Items from a dataset:
==========

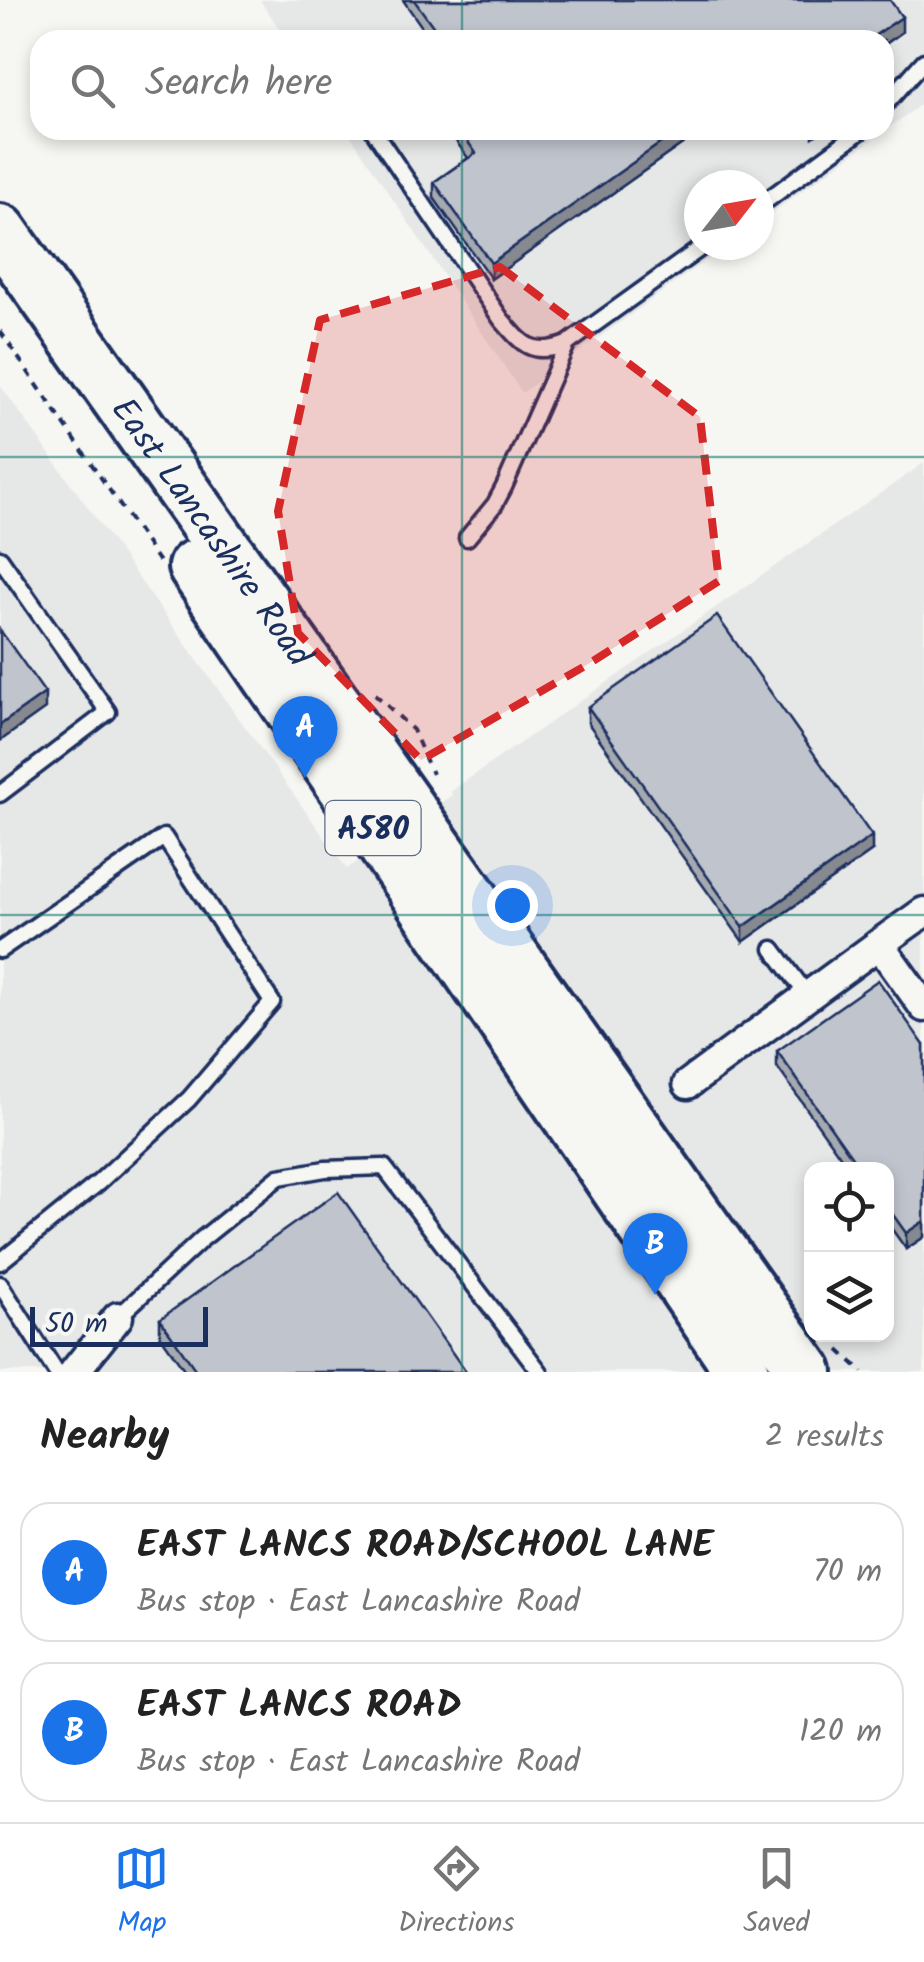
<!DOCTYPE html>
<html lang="en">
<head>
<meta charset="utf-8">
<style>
  body { margin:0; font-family:Kalam,sans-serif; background:#f2f2f2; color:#222 }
  .controls { position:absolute; right:30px; bottom:30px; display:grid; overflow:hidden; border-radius:20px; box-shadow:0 5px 15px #0003 }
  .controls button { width:90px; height:90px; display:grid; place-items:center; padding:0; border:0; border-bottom:2px solid #e0e0e0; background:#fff; color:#222; font:50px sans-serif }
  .compass { position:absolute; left:684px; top:170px; width:90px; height:90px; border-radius:50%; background:#fff; box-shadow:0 5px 15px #0003; rotate:59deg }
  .scale { position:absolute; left:30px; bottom:25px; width:178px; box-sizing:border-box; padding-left:10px; border:5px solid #1b2f5e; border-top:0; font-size:28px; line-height:35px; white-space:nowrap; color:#1b2f5e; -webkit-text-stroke:8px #f6f6f2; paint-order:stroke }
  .you { position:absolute; left:512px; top:905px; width:35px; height:35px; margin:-25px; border:8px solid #fff; border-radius:50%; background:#1a73e8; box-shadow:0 0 0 15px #1a73e833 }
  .badge { display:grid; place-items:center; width:65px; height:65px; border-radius:50%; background:#1a73e8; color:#fff; font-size:32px; font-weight:700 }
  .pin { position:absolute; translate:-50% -82px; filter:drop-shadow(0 2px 5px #0008) }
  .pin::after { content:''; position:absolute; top:52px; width:35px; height:30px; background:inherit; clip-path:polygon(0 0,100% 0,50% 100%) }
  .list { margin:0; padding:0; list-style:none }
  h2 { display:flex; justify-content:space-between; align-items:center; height:130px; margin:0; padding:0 40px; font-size:42px }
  h2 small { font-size:32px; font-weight:400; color:#767676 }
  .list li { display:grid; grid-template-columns:65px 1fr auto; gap:30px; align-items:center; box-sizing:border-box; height:140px; margin:0 20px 20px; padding:0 20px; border:2px solid #e0e0e0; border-radius:30px }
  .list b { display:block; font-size:38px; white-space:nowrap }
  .list p { margin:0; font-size:32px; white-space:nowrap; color:#767676 }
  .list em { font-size:32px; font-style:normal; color:#767676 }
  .icon { flex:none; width:55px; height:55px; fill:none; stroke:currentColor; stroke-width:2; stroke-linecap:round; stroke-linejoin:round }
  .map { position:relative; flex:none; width:924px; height:1372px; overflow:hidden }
  .search { position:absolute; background:#fff; box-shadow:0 5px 15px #0003; left:30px; right:30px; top:30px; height:110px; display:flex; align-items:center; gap:25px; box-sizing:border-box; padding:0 35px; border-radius:30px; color:#767676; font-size:38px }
  .sheet { height:450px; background:#fff }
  nav { display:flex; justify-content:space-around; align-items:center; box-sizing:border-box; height:140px; border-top:2px solid #e0e0e0; background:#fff; font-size:28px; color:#767676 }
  nav a { display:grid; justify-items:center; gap:5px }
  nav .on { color:#1a73e8 }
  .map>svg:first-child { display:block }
  .built { fill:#e6e7e7; fill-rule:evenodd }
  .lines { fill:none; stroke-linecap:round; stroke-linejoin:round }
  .lane-casing { stroke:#1b2f5e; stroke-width:21 }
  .street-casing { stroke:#1b2f5e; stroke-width:35 }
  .highway-casing { stroke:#1b2f5e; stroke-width:60 }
  .path { stroke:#1b2f5e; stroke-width:4; stroke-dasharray:8 8; stroke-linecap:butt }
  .lane { stroke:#f6f6f2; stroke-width:14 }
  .street { stroke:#f6f6f2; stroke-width:28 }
  .highway { stroke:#f6f6f2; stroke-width:52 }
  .wall { fill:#a5a9b0; stroke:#1b2f5e; stroke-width:2.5 }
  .shaded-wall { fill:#868990; stroke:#1b2f5e; stroke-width:2.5 }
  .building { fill:#c0c4cd; stroke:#1b2f5e; stroke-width:2.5 }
  .marked { fill:#d62828; fill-opacity:0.2; stroke:#d62828; stroke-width:8; stroke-dasharray:20 12; stroke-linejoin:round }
  .grid { fill:none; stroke:#0f766e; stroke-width:2.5; stroke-opacity:0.55 }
  .labels { text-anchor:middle; stroke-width:8; stroke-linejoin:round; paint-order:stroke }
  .shield { fill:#f6f6f2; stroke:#5d6b8a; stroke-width:2.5 }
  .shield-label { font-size:32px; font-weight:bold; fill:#1b2f5e }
  .street-label { font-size:35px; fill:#1b2f5e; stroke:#f6f6f2 }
</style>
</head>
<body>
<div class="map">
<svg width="924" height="1372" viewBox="0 0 924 1372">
  <rect width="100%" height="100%" fill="#f6f6f2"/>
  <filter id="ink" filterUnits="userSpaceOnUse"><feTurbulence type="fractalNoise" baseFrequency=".01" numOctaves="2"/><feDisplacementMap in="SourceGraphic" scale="20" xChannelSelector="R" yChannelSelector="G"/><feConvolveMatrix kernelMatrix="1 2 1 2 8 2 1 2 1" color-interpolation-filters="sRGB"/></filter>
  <g filter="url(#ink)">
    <!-- built -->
    <g class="built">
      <path d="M260,0H924V102L759,222V185H699V245H727L522,393L347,130H884V40H287Z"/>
      <path d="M0,385L347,869L452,795L451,791L924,463V1372H0ZM812,1170H886V1334H812Z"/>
    </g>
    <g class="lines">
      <defs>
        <g id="lane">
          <path d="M884,106L924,61"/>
          <path d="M373,130L501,319C523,345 532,357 567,344L705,245"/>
          <path d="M759,206L862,130"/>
          <path d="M467,538L495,504L504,487L567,344"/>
          <path d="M0,558L108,712L0,794"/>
          <path d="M773,949L808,996"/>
          <path d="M0,950L164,837L272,1002L189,1099L98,1183L0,1262"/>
          <path d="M0,1284L56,1372"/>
          <path d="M118,1317L202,1239L279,1177L325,1169L384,1167L540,1372"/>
        </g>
        <g id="street">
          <path d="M879,944L924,912"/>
          <path d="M688,1084L879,944L924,1007"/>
          <path d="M74,1372L118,1317"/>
        </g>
        <g id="highway">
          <path id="s1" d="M0,231L806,1372"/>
          <path d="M195,567L743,1372"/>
        </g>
      </defs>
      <!-- lane casing -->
      <use href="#lane" class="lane-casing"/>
      <!-- street casing -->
      <use href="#street" class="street-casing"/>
      <!-- highway casing -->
      <use href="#highway" class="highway-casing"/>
      <!-- path -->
      <g class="path">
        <path d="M0,331L159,562"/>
        <path d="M375,694L413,730L432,774"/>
        <path d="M839,1350L863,1372"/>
      </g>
      <!-- lane -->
      <use href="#lane" class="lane"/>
      <!-- street -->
      <use href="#street" class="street"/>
      <!-- highway -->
      <use href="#highway" class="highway"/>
    </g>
    <!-- wall -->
    <g class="wall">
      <path d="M403,0H890L902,32L884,45V40H431Z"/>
      <path d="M448,130H702L491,279L434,198V182L468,158Z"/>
      <path d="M588,707L872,851L743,942L588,723Z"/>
      <path d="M924,1045V1237L906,1249L886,1221V1170H850L777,1067V1051Z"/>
      <path d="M160,1319L466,1372H186L160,1335Z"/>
    </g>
    <!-- shaded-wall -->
    <g class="shaded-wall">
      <path d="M902,17V32L884,45V40H868Z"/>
      <path d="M679,130H702L491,279V263Z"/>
      <path d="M813,130H823L813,137Z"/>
      <path d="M45,693V709L0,741V725Z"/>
      <path d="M872,836V851L743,942V927Z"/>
      <path d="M924,1221V1237L906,1249V1233Z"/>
    </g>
    <!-- building -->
    <g class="building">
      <path d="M414,0H890L902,17L868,40H443Z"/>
      <path d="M459,130H679L491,263L434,182L476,153Z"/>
      <path d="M717,616L872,836L743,927L588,707Z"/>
      <path d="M0,630L45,693L0,725Z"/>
      <path d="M878,980L924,1045V1221L906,1233L886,1205V1170H861L777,1051Z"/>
      <path d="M338,1192L466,1372H197L160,1319Z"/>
    </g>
  </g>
  <!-- marked area -->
  <path class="marked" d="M500,267L700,417L719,581L585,666L421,760L298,633L278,511L320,320Z"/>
  <!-- grid -->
  <path class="grid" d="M462,0V40M462,130V1372M0,457H924M0,915H924"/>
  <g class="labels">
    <!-- shield labels -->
    <rect class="shield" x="325.5" y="801" width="95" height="54" rx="8"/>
    <g class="shield-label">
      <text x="373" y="839">A580</text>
    </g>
    <!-- street labels -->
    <g class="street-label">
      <text dy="12" stroke="none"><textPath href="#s1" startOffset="368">East Lancashire Road</textPath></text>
    </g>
  </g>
</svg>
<div class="controls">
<button><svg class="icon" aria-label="locate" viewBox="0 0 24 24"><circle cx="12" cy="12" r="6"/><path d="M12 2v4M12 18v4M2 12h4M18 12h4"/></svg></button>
<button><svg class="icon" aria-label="layers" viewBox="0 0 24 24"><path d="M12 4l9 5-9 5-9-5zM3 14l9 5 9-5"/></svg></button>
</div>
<svg class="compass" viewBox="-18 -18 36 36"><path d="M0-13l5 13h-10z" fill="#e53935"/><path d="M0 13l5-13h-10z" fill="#767676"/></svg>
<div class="scale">50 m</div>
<div class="you"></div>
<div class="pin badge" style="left:305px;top:778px">A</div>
<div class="pin badge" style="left:655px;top:1295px">B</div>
<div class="search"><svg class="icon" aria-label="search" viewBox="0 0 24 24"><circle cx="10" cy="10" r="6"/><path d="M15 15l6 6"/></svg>Search here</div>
</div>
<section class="sheet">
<h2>Nearby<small>2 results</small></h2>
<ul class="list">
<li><span class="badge">A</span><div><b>EAST LANCS ROAD/SCHOOL LANE</b><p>Bus stop · East Lancashire Road</p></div><em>70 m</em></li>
<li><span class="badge">B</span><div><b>EAST LANCS ROAD</b><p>Bus stop · East Lancashire Road</p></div><em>120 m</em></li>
</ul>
</section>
<nav>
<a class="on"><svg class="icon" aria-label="map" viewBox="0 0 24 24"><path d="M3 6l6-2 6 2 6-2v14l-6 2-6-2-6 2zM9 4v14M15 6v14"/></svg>Map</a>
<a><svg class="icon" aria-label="directions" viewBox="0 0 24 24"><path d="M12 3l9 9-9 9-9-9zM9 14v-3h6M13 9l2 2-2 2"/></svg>Directions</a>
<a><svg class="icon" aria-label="saved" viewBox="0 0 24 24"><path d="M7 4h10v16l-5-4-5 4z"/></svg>Saved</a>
</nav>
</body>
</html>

==========

» What is needed
Line by line, check the data above for the word "nowrap" and state how many lines contain it. Give only the number.

» Exercise answer
3